Activity
Output, exactly and with no pictures, the line that contains "Find all street" and every line that comes after it in the data below, the last one included.

Data supplied
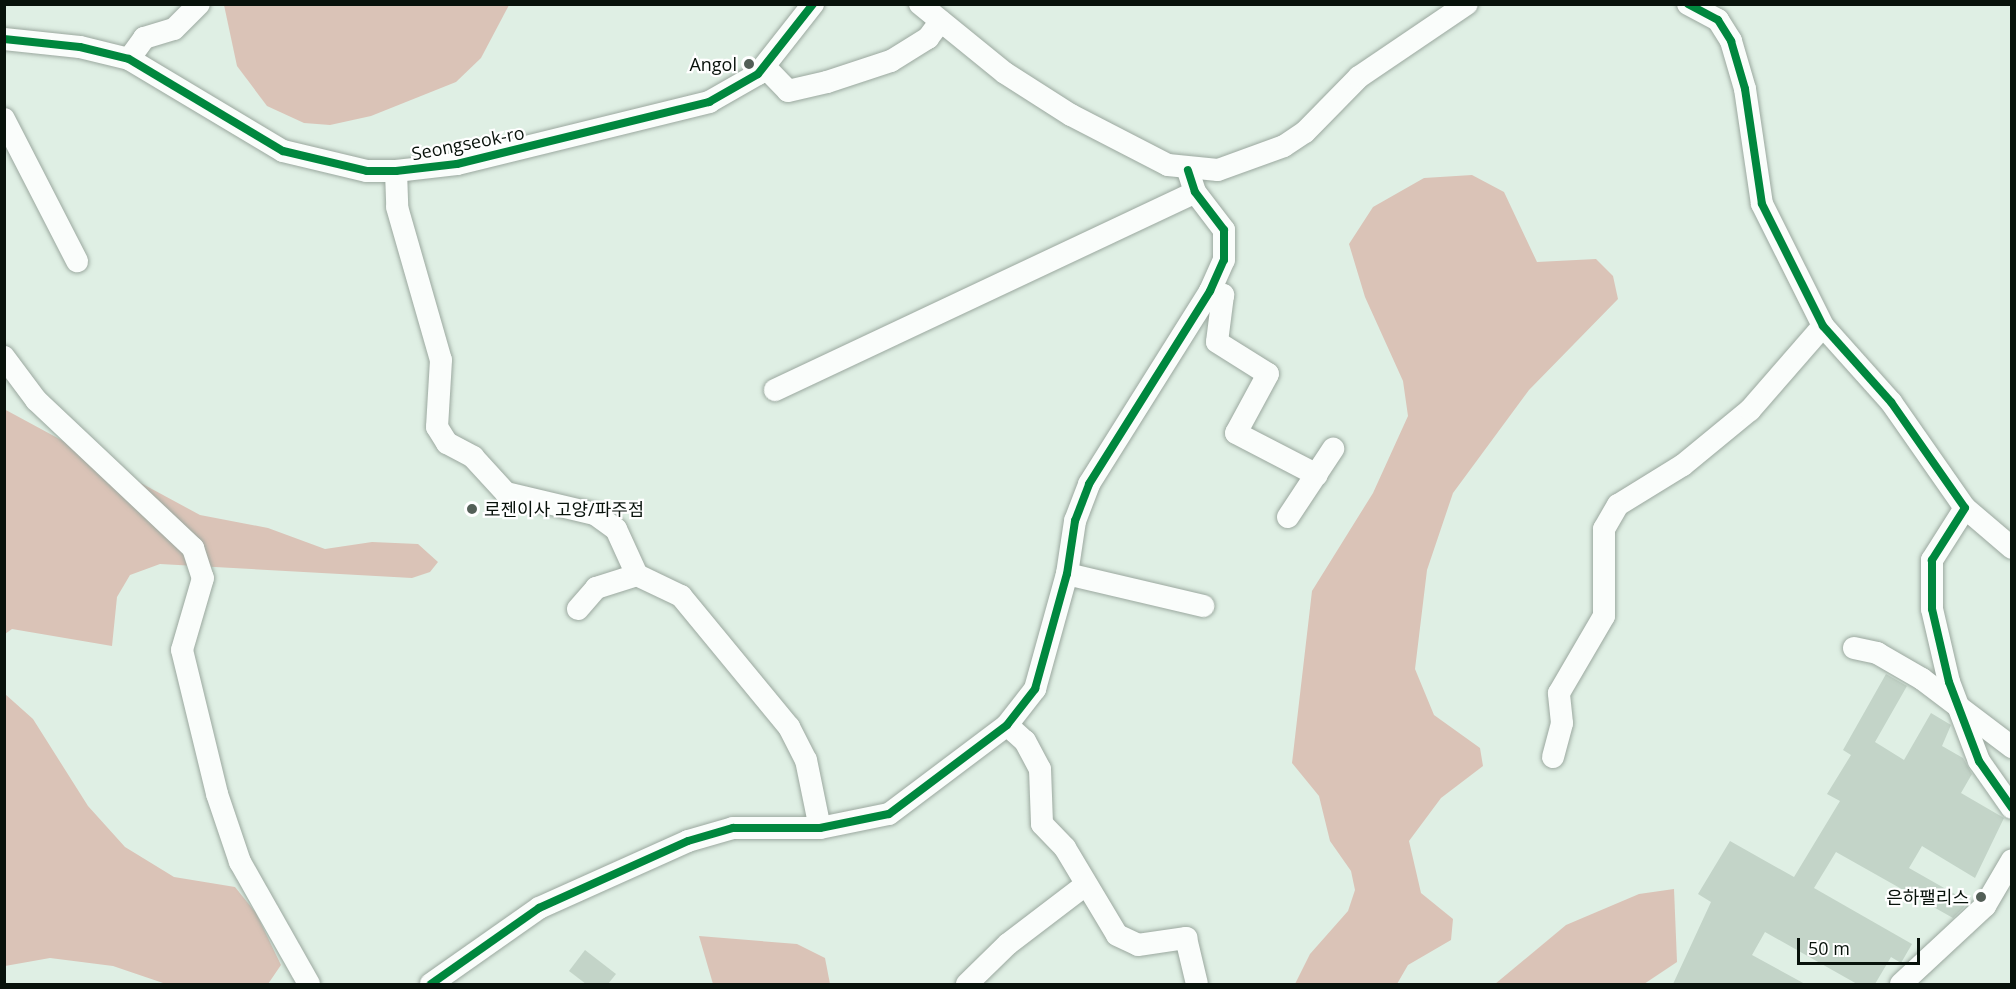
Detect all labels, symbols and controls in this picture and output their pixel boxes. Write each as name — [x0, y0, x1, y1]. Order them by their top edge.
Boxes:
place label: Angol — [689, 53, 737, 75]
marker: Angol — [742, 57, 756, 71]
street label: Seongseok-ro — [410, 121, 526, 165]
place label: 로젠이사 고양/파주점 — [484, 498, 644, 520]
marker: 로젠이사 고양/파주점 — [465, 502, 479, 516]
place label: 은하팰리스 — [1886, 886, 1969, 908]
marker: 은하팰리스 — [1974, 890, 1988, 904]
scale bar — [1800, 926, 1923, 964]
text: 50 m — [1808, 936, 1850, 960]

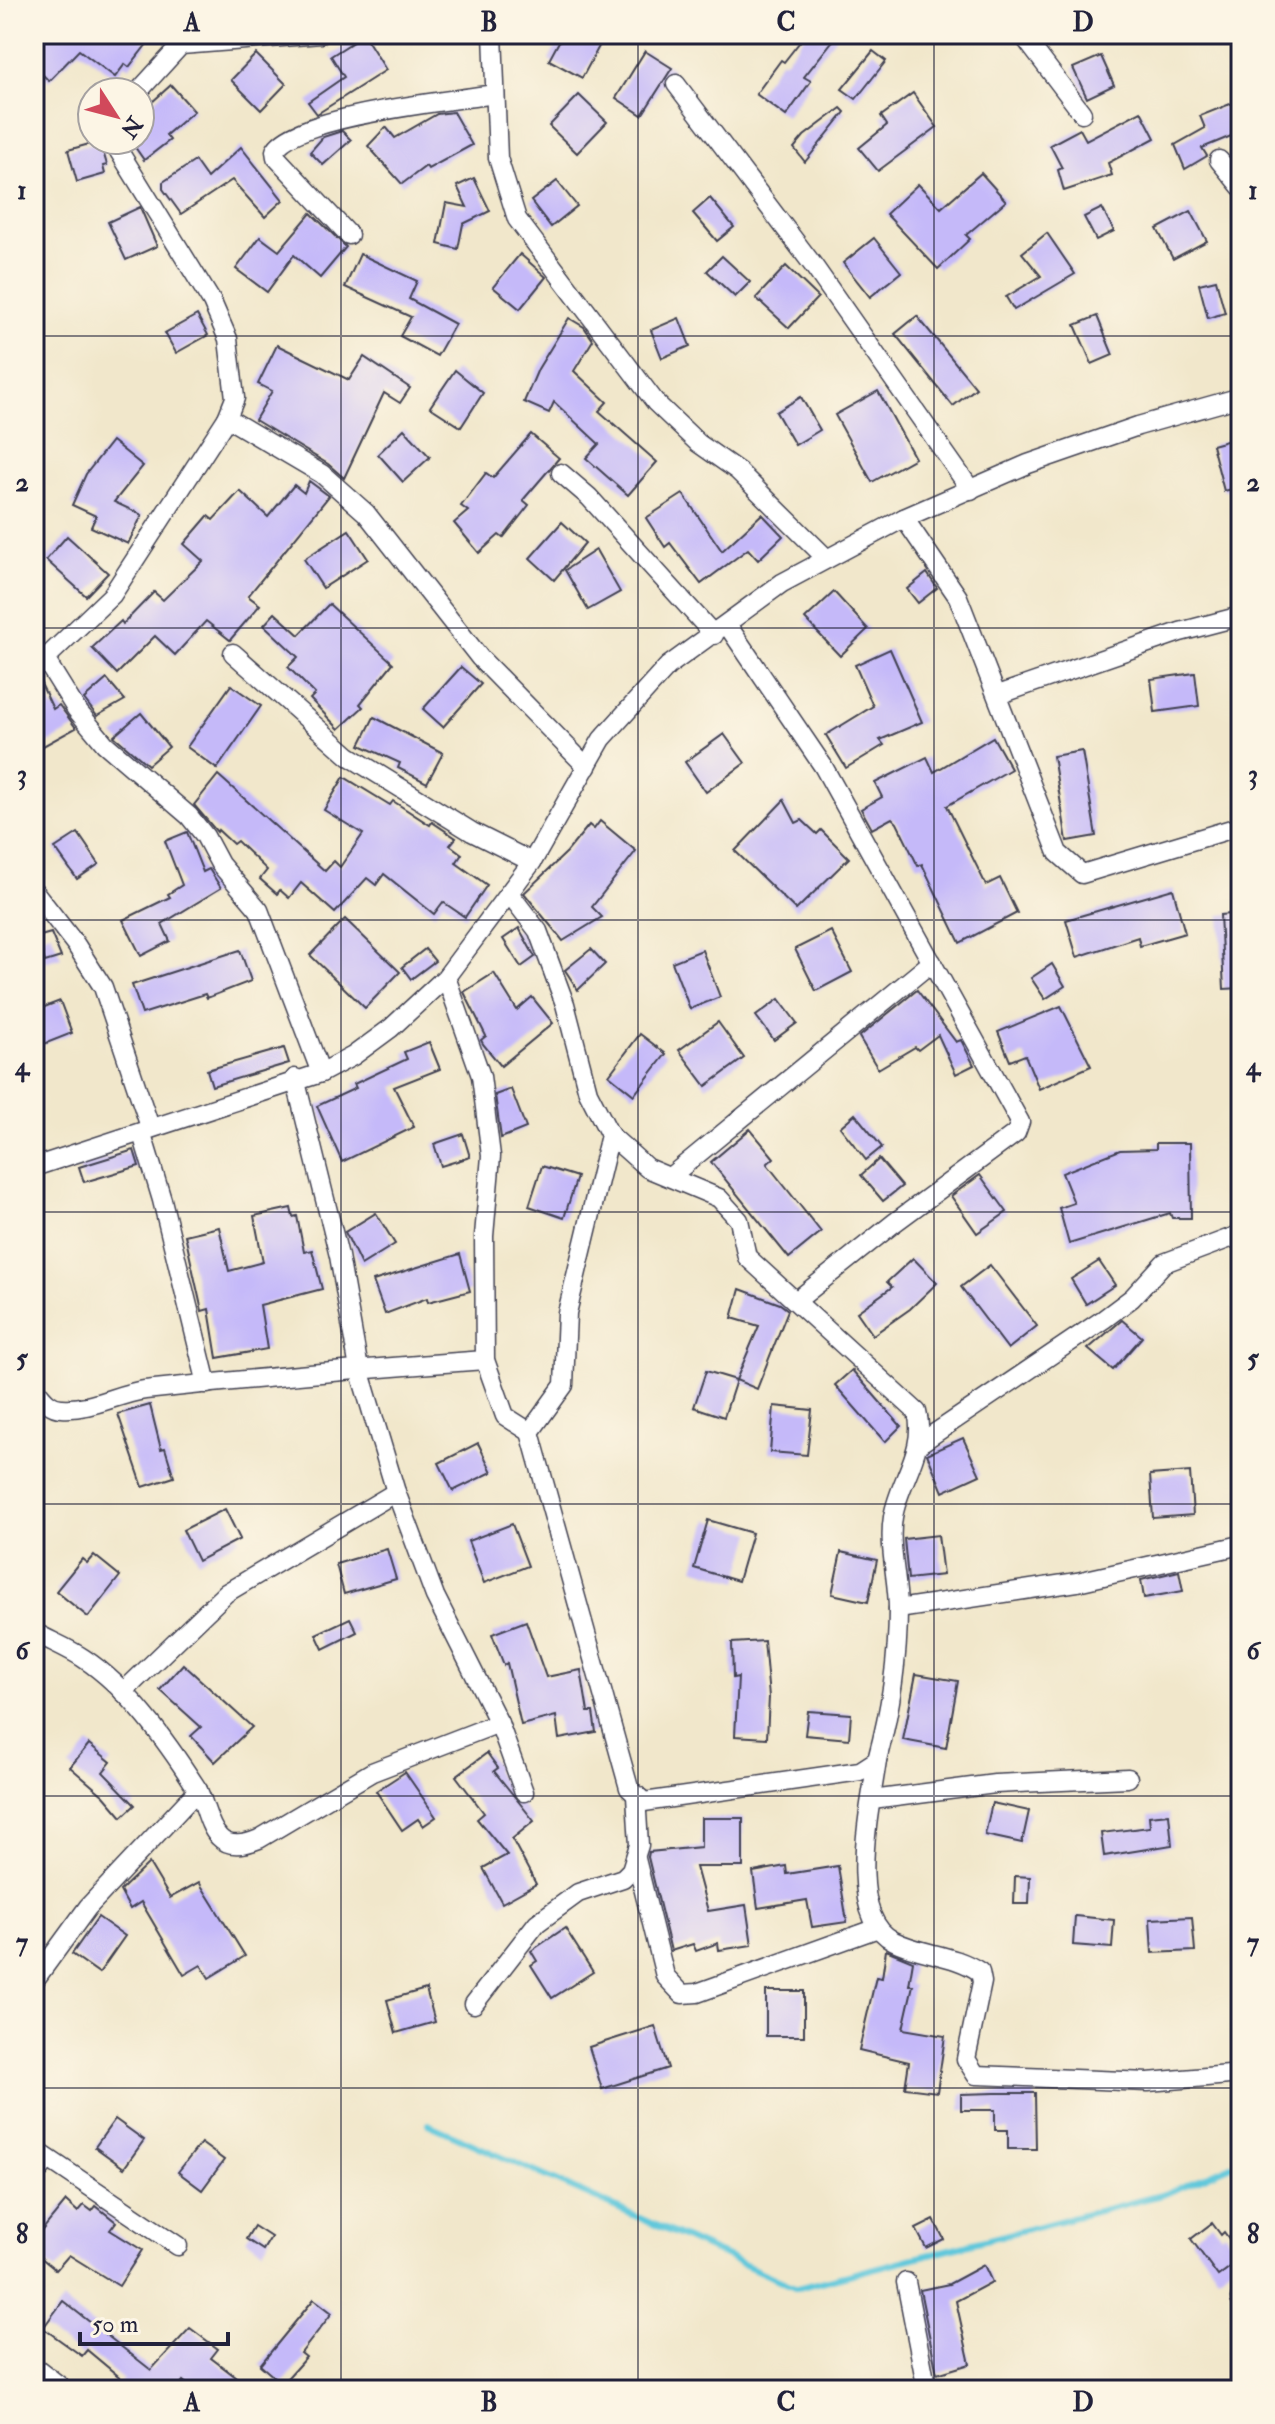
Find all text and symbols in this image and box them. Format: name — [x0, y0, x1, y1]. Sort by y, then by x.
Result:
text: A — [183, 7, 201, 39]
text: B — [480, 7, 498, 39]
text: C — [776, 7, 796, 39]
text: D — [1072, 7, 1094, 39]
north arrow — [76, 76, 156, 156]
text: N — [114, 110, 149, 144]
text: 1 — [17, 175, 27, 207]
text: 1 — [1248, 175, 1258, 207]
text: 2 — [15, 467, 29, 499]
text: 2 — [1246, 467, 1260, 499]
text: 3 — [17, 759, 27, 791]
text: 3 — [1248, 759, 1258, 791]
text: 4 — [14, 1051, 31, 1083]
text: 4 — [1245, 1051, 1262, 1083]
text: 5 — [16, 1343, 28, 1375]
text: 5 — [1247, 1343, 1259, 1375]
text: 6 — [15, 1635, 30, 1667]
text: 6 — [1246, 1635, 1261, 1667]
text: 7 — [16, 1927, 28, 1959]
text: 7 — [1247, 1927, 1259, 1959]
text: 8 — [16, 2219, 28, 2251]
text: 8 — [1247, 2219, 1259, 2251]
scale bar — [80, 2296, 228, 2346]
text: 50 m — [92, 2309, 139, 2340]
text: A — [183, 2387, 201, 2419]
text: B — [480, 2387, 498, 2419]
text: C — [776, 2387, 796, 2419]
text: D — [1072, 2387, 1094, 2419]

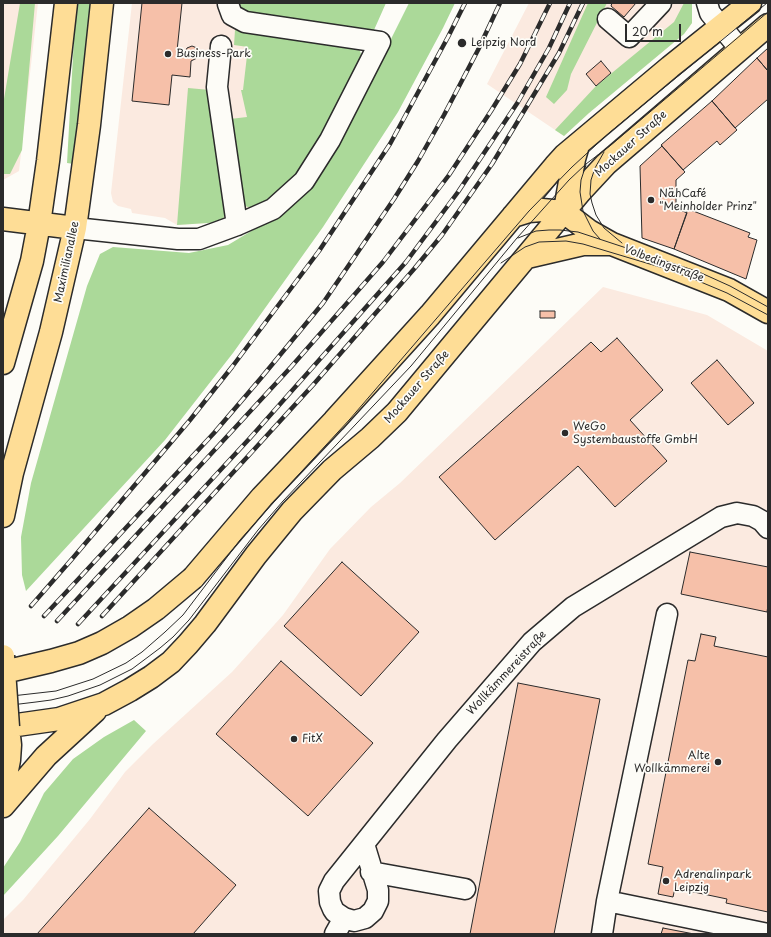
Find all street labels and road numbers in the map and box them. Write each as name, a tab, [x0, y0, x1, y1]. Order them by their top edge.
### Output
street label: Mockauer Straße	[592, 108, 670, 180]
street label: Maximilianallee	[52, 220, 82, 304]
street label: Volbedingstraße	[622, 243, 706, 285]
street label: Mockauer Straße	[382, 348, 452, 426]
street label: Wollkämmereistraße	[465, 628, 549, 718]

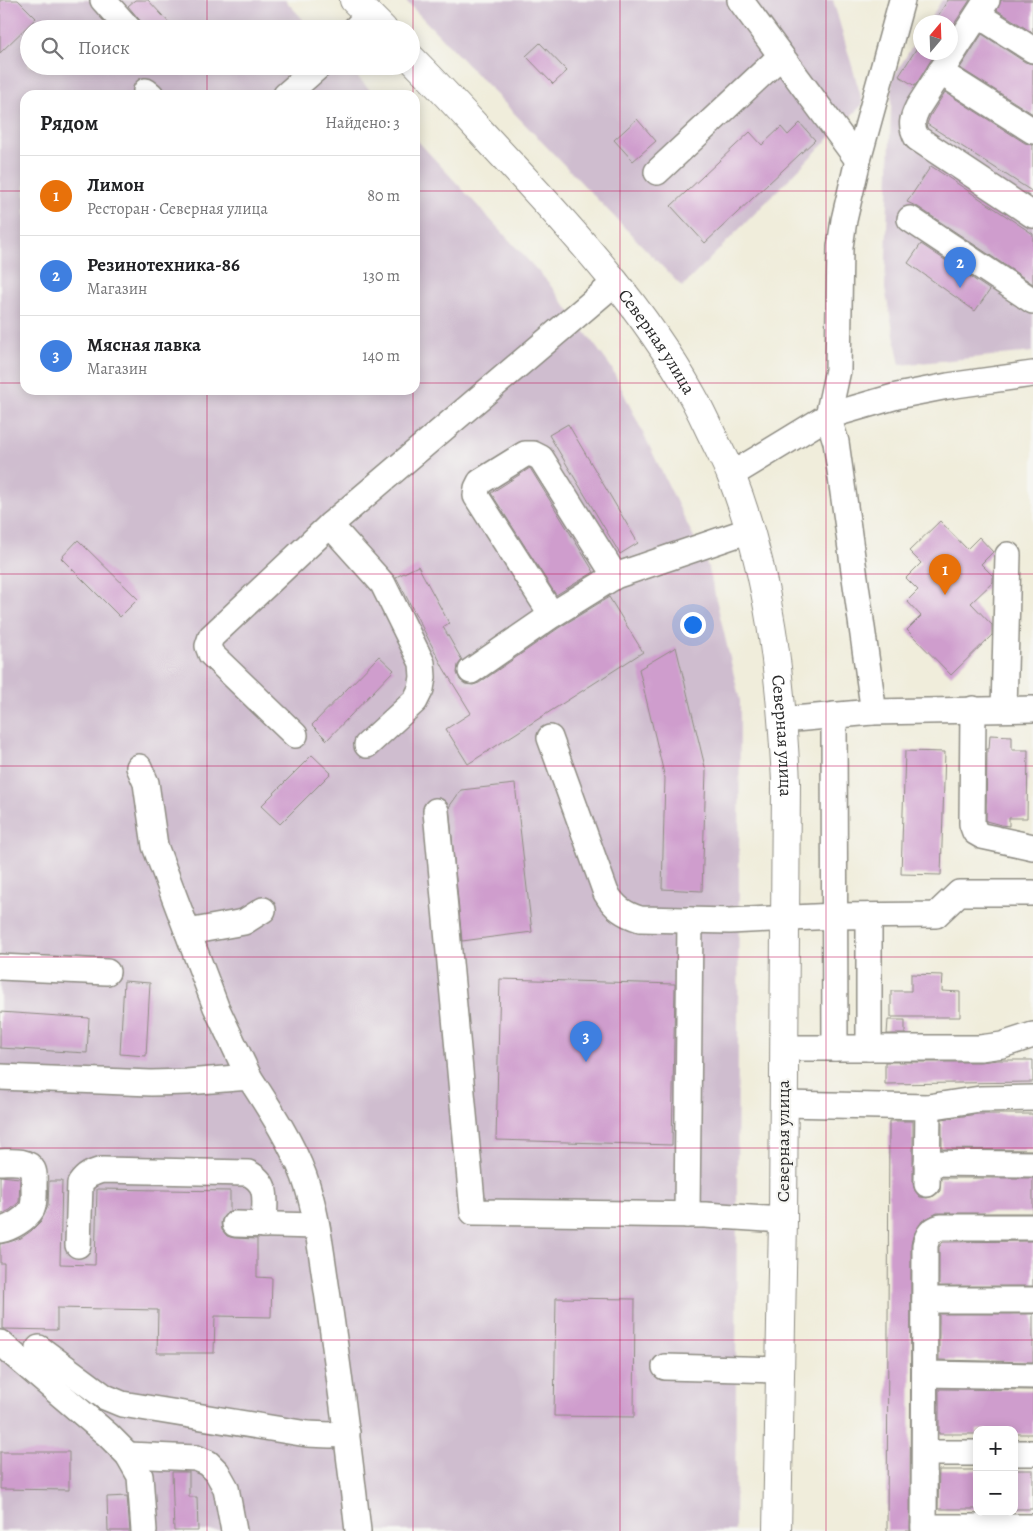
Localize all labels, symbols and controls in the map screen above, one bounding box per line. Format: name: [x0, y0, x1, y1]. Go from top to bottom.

Completed exercise
Find all street labels and road numbers in the map and box them. Write each as name, a tab, [x0, y0, x1, y1]. Order them by their top edge.
### Output
street label: Mockauer Straße	[592, 108, 670, 180]
street label: Maximilianallee	[52, 220, 82, 304]
street label: Volbedingstraße	[622, 243, 706, 285]
street label: Mockauer Straße	[382, 348, 452, 426]
street label: Wollkämmereistraße	[465, 628, 549, 718]

Localize all labels, symbols and controls in the map screen above, one bounding box per line. Format: name: [x0, y0, x1, y1]. Go from top to bottom.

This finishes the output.